→ What this task involves: Please retype the records below exactly, from the first line down to and including the line with "width:16px; height:16px; translate:-50%".

Saved entries
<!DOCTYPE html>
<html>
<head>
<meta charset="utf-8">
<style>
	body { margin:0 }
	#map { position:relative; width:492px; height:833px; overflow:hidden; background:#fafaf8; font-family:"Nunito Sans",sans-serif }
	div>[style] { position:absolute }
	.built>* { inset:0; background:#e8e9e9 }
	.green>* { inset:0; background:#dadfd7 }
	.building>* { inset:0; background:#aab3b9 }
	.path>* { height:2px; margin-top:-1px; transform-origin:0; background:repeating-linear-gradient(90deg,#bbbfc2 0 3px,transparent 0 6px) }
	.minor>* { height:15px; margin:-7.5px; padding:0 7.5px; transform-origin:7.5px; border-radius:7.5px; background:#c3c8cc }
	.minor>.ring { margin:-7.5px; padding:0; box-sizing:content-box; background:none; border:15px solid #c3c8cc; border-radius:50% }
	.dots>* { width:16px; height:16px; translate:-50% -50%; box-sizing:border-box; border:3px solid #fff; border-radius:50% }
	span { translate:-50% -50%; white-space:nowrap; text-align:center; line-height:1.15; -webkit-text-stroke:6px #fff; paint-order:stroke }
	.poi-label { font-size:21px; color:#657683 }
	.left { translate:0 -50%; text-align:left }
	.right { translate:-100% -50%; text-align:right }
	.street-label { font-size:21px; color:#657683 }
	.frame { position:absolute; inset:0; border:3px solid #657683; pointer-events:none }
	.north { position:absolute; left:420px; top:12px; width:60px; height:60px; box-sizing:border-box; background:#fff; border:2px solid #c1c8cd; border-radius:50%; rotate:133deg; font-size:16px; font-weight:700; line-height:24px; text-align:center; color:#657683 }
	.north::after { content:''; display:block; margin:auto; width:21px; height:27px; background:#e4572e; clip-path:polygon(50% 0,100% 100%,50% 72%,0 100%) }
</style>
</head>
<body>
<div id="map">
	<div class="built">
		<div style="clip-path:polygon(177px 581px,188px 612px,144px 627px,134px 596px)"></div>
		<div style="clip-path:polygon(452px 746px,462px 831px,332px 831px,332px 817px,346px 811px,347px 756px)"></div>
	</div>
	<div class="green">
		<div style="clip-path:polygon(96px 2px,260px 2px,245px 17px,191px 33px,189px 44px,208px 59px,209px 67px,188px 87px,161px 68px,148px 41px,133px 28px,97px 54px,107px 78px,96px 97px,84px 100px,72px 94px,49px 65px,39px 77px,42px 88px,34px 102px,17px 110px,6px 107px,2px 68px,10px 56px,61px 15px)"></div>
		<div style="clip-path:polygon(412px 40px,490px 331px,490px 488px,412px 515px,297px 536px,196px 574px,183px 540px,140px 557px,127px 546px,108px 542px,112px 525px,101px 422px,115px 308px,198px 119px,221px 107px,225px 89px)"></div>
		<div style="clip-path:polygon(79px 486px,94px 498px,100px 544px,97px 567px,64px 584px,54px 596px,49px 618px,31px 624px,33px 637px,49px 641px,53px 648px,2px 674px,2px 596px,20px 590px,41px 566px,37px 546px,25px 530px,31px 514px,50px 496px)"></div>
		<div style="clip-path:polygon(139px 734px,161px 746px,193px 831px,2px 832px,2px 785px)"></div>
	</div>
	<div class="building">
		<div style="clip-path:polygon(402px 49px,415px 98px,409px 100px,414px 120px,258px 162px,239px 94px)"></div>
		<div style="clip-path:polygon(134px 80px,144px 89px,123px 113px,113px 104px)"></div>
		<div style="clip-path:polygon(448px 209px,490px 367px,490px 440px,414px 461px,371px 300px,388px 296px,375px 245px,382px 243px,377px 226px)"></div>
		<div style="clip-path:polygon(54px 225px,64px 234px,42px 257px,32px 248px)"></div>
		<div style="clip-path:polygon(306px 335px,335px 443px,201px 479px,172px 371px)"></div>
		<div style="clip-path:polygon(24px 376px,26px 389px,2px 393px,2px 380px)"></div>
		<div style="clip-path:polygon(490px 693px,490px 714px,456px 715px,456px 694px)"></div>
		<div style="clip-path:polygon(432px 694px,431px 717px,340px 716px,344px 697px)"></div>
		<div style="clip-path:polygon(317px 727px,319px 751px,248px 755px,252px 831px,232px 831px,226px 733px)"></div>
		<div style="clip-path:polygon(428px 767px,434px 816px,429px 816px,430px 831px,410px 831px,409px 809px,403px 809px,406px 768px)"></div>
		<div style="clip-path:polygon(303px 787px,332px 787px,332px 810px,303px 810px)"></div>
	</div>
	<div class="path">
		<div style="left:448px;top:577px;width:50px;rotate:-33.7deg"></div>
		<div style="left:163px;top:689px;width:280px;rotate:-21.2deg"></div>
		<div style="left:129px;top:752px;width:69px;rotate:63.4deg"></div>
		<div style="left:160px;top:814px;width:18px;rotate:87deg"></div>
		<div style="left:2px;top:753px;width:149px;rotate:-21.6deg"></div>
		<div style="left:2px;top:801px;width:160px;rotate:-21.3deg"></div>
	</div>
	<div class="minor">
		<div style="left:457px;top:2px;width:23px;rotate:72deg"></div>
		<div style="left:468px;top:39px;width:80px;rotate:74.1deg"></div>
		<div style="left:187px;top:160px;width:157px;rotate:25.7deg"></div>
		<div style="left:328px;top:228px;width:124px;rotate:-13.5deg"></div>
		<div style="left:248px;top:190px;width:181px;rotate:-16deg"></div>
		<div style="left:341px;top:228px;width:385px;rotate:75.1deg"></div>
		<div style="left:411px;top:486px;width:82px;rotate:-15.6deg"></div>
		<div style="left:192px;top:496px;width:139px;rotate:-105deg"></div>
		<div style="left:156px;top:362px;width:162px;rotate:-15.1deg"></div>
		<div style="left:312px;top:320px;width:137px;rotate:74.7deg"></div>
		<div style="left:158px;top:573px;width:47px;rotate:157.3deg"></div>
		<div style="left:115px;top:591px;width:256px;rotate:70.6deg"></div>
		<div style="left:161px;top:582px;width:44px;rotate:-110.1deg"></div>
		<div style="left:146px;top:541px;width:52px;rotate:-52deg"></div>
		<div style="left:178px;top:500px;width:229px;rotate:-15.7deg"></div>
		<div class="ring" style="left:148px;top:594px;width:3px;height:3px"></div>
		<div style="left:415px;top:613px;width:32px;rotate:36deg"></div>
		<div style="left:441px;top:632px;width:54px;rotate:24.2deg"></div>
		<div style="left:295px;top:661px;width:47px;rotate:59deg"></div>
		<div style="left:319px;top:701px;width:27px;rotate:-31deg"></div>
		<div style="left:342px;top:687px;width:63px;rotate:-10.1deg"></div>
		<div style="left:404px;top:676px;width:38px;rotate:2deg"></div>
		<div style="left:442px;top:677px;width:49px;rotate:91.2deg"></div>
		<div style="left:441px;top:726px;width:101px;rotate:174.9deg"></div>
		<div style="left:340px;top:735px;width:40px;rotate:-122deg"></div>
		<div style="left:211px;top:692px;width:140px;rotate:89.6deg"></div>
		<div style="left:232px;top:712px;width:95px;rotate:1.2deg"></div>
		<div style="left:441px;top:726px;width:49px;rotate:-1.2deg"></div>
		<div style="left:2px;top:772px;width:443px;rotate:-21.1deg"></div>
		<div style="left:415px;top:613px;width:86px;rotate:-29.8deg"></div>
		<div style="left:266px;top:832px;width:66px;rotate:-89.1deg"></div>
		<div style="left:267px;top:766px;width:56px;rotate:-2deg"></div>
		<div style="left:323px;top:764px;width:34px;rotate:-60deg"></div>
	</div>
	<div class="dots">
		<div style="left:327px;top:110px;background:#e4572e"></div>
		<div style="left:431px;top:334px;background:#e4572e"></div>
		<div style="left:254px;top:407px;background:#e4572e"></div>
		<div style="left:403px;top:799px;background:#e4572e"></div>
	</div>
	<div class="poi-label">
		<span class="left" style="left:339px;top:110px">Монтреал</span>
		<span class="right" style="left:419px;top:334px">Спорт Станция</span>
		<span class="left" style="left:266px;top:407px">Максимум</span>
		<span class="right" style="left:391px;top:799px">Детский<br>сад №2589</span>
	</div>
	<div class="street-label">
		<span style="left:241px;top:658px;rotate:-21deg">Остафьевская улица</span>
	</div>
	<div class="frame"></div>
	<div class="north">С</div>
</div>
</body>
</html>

→ Answer area:
<!DOCTYPE html>
<html>
<head>
<meta charset="utf-8">
<style>
	body { margin:0 }
	#map { position:relative; width:492px; height:833px; overflow:hidden; background:#fafaf8; font-family:"Nunito Sans",sans-serif }
	div>[style] { position:absolute }
	.built>* { inset:0; background:#e8e9e9 }
	.green>* { inset:0; background:#dadfd7 }
	.building>* { inset:0; background:#aab3b9 }
	.path>* { height:2px; margin-top:-1px; transform-origin:0; background:repeating-linear-gradient(90deg,#bbbfc2 0 3px,transparent 0 6px) }
	.minor>* { height:15px; margin:-7.5px; padding:0 7.5px; transform-origin:7.5px; border-radius:7.5px; background:#c3c8cc }
	.minor>.ring { margin:-7.5px; padding:0; box-sizing:content-box; background:none; border:15px solid #c3c8cc; border-radius:50% }
	.dots>* { width:16px; height:16px; translate:-50% -50%; box-sizing:border-box; border:3px solid #fff; border-radius:50% }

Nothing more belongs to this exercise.